I am having an odd problem using grep to ensure an array only contains distinct entries.

I have a list similar to the following in a file (short example of a much longer list)

support01-FastEthernet1/0
support01-RH
jnormandin-p370-1691-SH-Cpu-2
jnormandin-p370-1691-SH

These entries may or may not appear multiple times within that list.

I am trying to create an ARRAY containing each of these entries only once (a distinct list). I am using a grep statement:

push @pingErrorsName, $element if (! grep (/\b$element\b/, @pingErrorsName));

* Where $element contains one of the above names in the list and @pingErrorsName is the distinct list of elements.

What I am finding is that the array will contain all of the correct entries except: jnormandin-p370-1691-SH. It appears as though the grep is matching jnormandin-p370-1691-SH to the
jnormandin-p370-1691-SH-Cpu-2 string (as it is a substring of the second one).

Now I am using word boudnary anchors (\b) in the grep so I am as to why this is not working.

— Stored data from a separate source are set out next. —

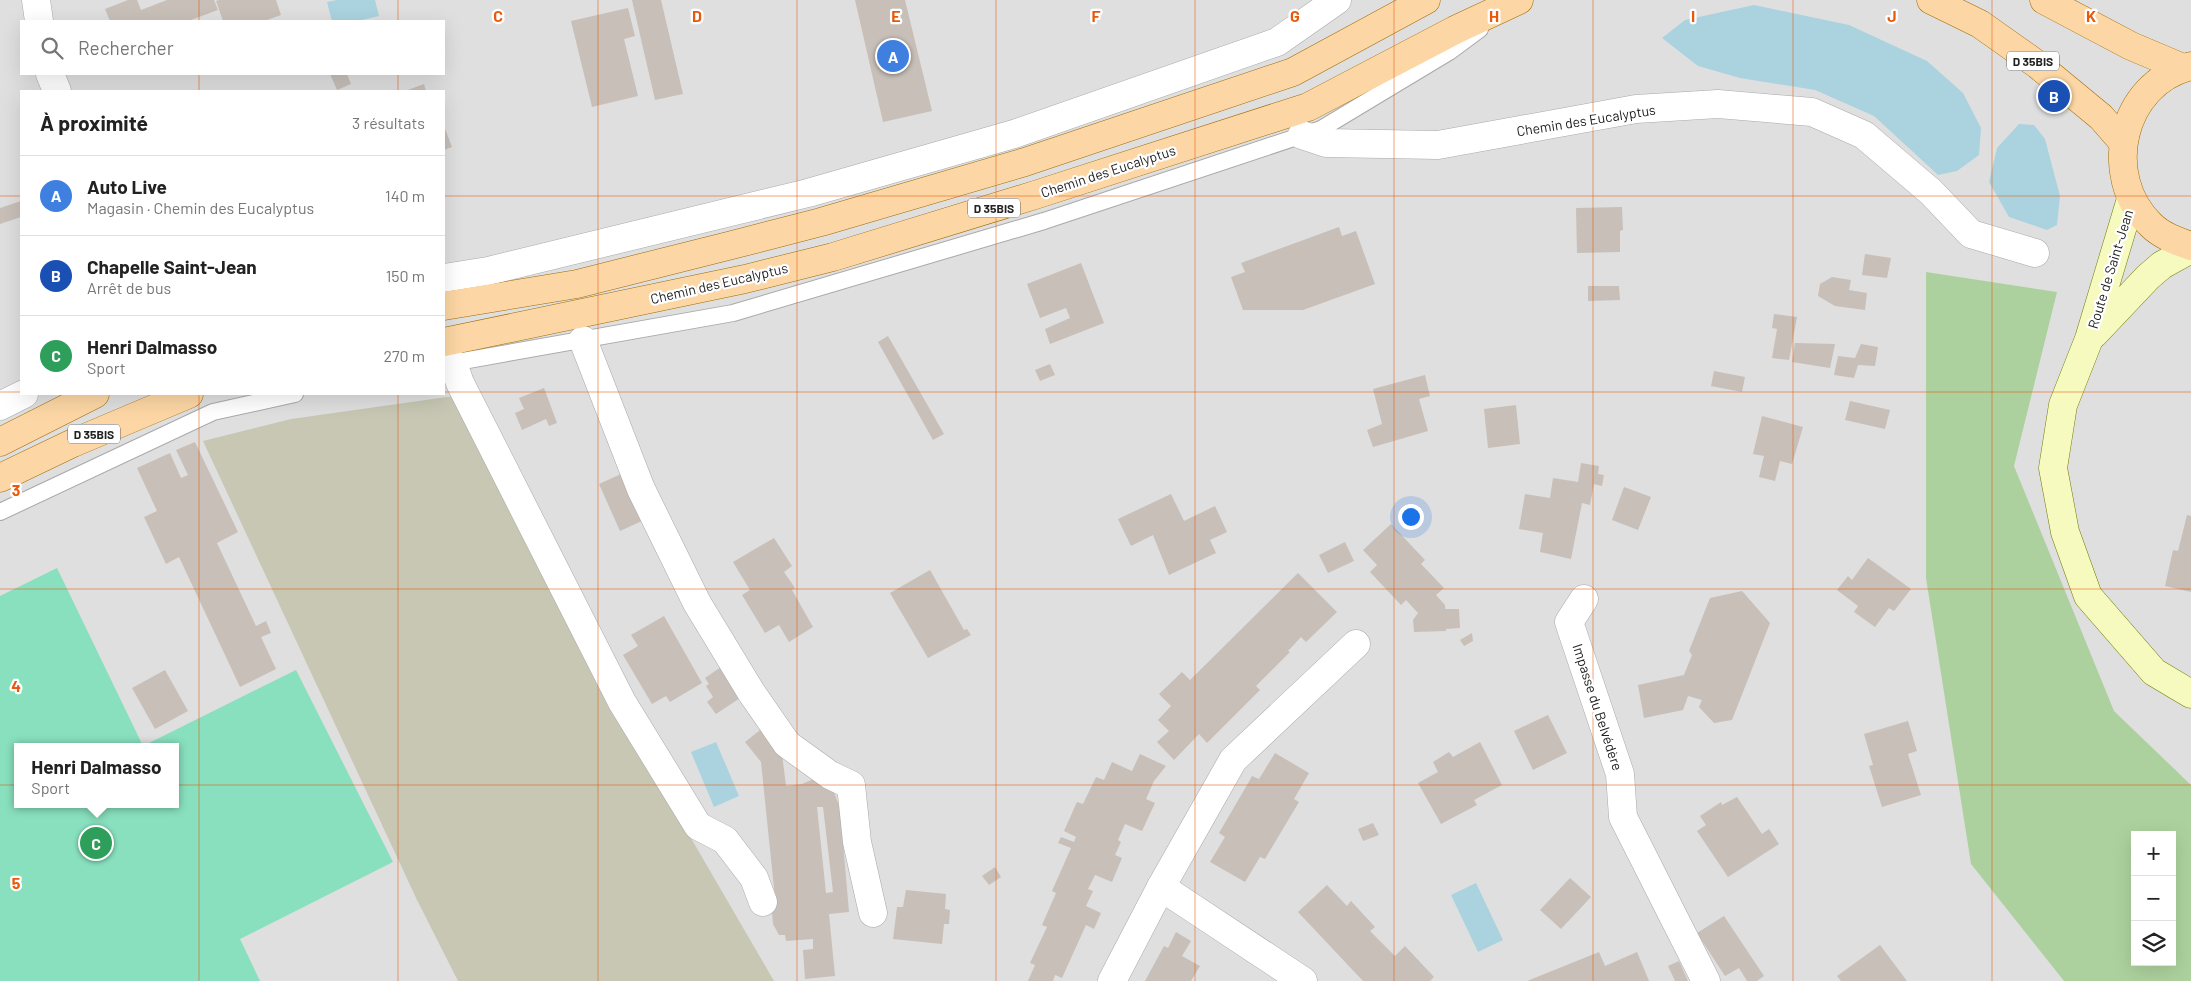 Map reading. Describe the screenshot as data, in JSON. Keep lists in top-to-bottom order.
{
  "streets": {
    "main road": ["D 35BIS", "Chemin des Eucalyptus"],
    "street": ["Route de Saint-Jean", "Impasse du Belvédère"]
  },
  "page": {
    "search": "Rechercher",
    "pins": ["A", "B", "C"],
    "heading": ["À proximité", "3 résultats"],
    "list": [
      {
        "mark": "A",
        "name": "Auto Live",
        "note": "Magasin · Chemin des Eucalyptus",
        "value": "140 m"
      },
      {
        "mark": "B",
        "name": "Chapelle Saint-Jean",
        "note": "Arrêt de bus",
        "value": "150 m"
      },
      {
        "mark": "C",
        "name": "Henri Dalmasso",
        "note": "Sport",
        "value": "270 m"
      }
    ],
    "popup": ["Henri Dalmasso", "Sport"],
    "map_buttons": ["+", "−"]
  },
  "grid": {
    "columns": [
      "C",
      "D",
      "E",
      "F",
      "G",
      "H",
      "I",
      "J",
      "K"
    ],
    "rows": ["3", "4", "5"]
  }
} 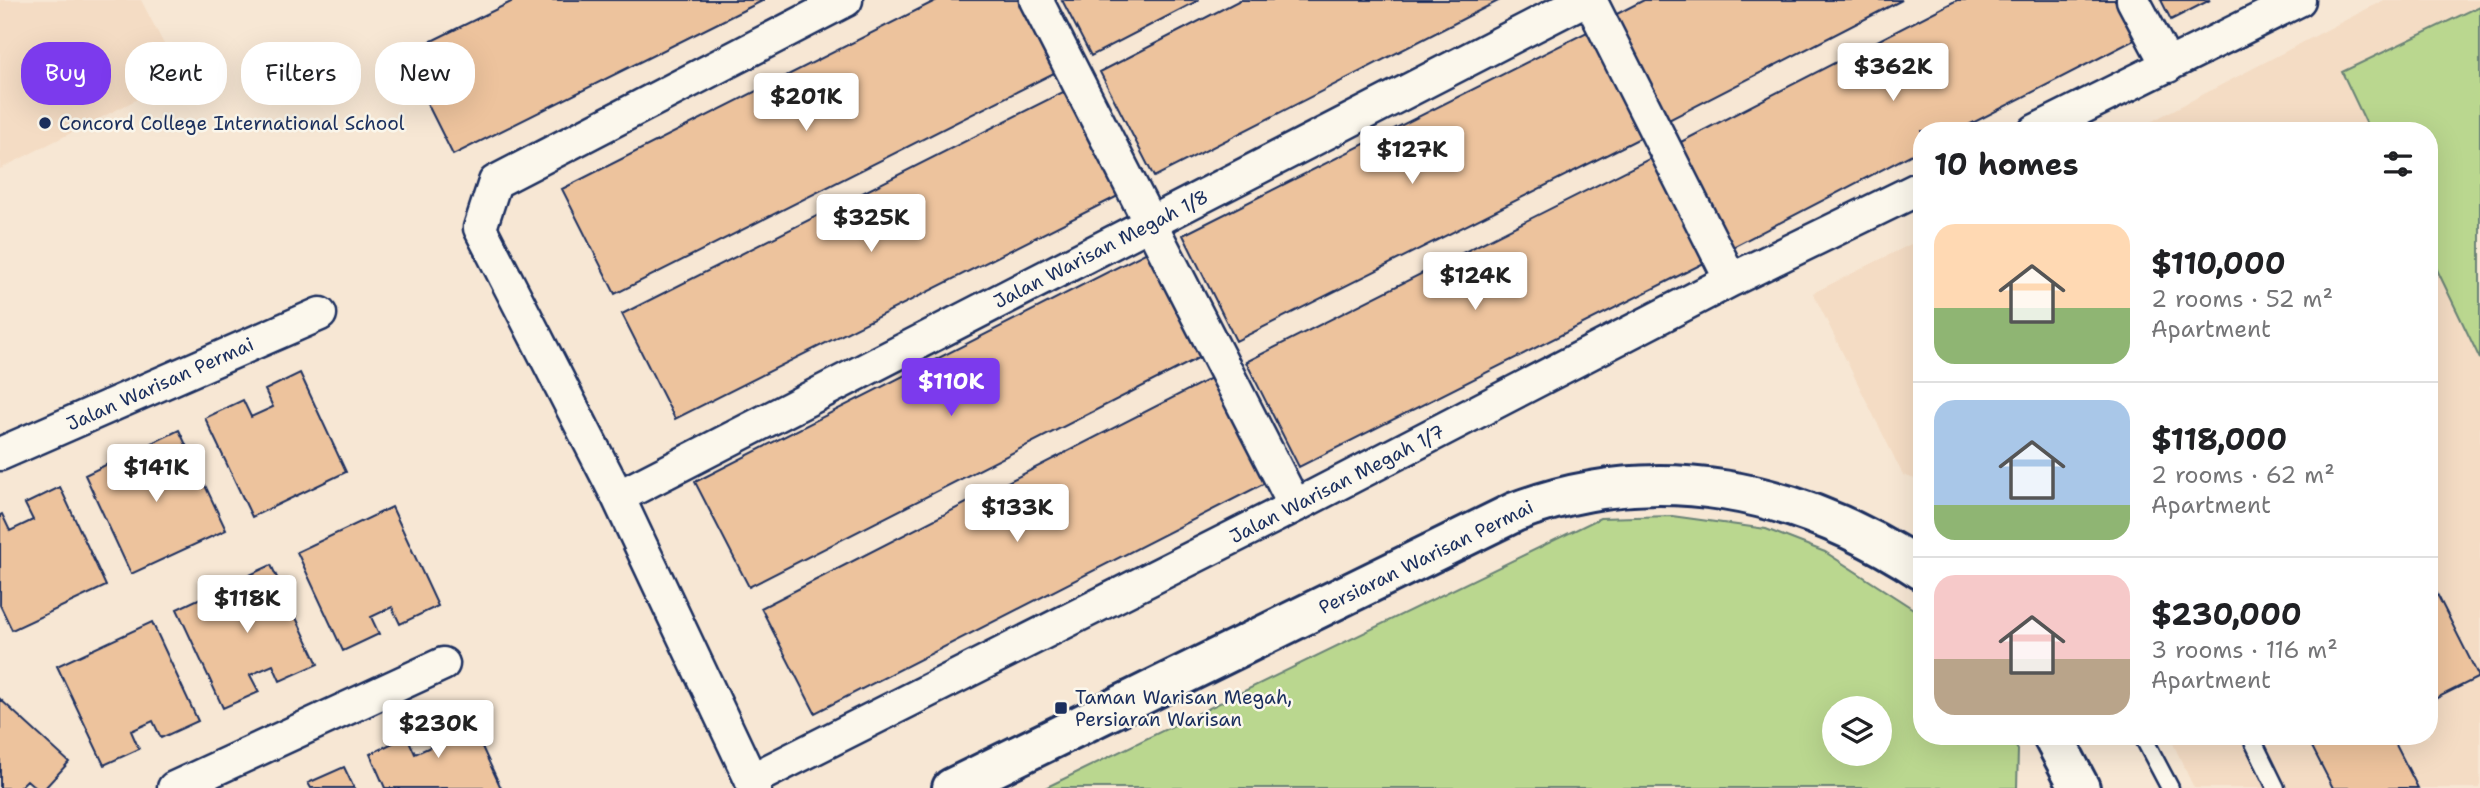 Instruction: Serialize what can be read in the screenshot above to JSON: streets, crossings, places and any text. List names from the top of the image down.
{
  "streets": {
    "street": [
      "Jalan Warisan Megah 1/8",
      "Jalan Warisan Permai",
      "Jalan Warisan Megah 1/7",
      "Persiaran Warisan Permai"
    ]
  },
  "places": {
    "other": ["Concord College International School"],
    "transit": ["Taman Warisan Megah, Persiaran Warisan"]
  },
  "page": {
    "chip": [
      "Buy",
      "Rent",
      "Filters",
      "New"
    ],
    "price": [
      "$362K",
      "$201K",
      "$127K",
      "$325K",
      "$124K",
      "$110K",
      "$141K",
      "$133K",
      "$118K",
      "$230K"
    ],
    "heading": "10 homes",
    "list": [
      {
        "name": "$110,000",
        "note": "2 rooms · 52 m² · Apartment"
      },
      {
        "name": "$118,000",
        "note": "2 rooms · 62 m² · Apartment"
      },
      {
        "name": "$230,000",
        "note": "3 rooms · 116 m² · Apartment"
      }
    ]
  }
}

Does anyone have any ideas as to why this is occuring and how I can prevent it?



Eric Walker

2005-07-29, 5:01 pm

can you use the uniq command?

On Friday 29 July 2005 09:03 am, jason_normandin@charter.net wrote:
> Hey Guys
>
> I am having an odd problem using grep to ensure an array only contains
> distinct entries.
>
> I have a list similar to the following in a file (short example of a much
> longer list)
>
> support01-FastEthernet1/0
> support01-RH
> jnormandin-p370-1691-SH-Cpu-2
> jnormandin-p370-1691-SH
>
> These entries may or may not appear multiple times within that list.
>
> I am trying to create an ARRAY containing each of these entries only once
> (a distinct list). I am using a grep statement:
>
> push @pingErrorsName, $element if (! grep (/\b$element\b/,
> @pingErrorsName));
>
> * Where $element contains one of the above names in the list and
> @pingErrorsName is the distinct list of elements.
>
> What I am finding is that the array will contain all of the correct entries
> except: jnormandin-p370-1691-SH. It appears as though the grep is matching
> jnormandin-p370-1691-SH to the jnormandin-p370-1691-SH-Cpu-2 string (as it
> is a substring of the second one).
>
> Now I am using word boudnary anchors (\b) in the grep so I am as
> to why this is not working.
>
> Does anyone have any ideas as to why this is occuring and how I can prevent
> it?


--
Eric Walker
EDA/CAD Engineer
Work: 208-368-2573
Jason Normandin

2005-07-29, 5:01 pm

Unfortunately I cannot as this is a cross-platform implementation. I need to avoid using any OS dependant commands.

>
> From: Eric Walker <ewalker@micron.com>
> Date: 2005/07/29 Fri AM 11:19:16 EDT
> To: beginners@perl.org
> CC: jason_normandin@charter.net
> Subject: Re: Grep uniqueness issue
>
> can you use the uniq command?
>
> On Friday 29 July 2005 09:03 am, jason_normandin@charter.net wrote:
>
> --
> Eric Walker
> EDA/CAD Engineer
> Work: 208-368-2573
>
> --
> To unsubscribe, e-mail: beginners-unsubscribe@perl.org
> For additional commands, e-mail: beginners-help@perl.org
> <http://learn.perl.org/> <http://learn.perl.org/first-response>
>
>

Jeff 'japhy' Pinyan

2005-07-29, 5:01 pm

On Jul 29, jason_normandin@charter.net said:

> I am having an odd problem using grep to ensure an array only contains
> distinct entries.


You should probably use a hash (along with your array, if you need to keep
the order they're in) to ensure unique-ness.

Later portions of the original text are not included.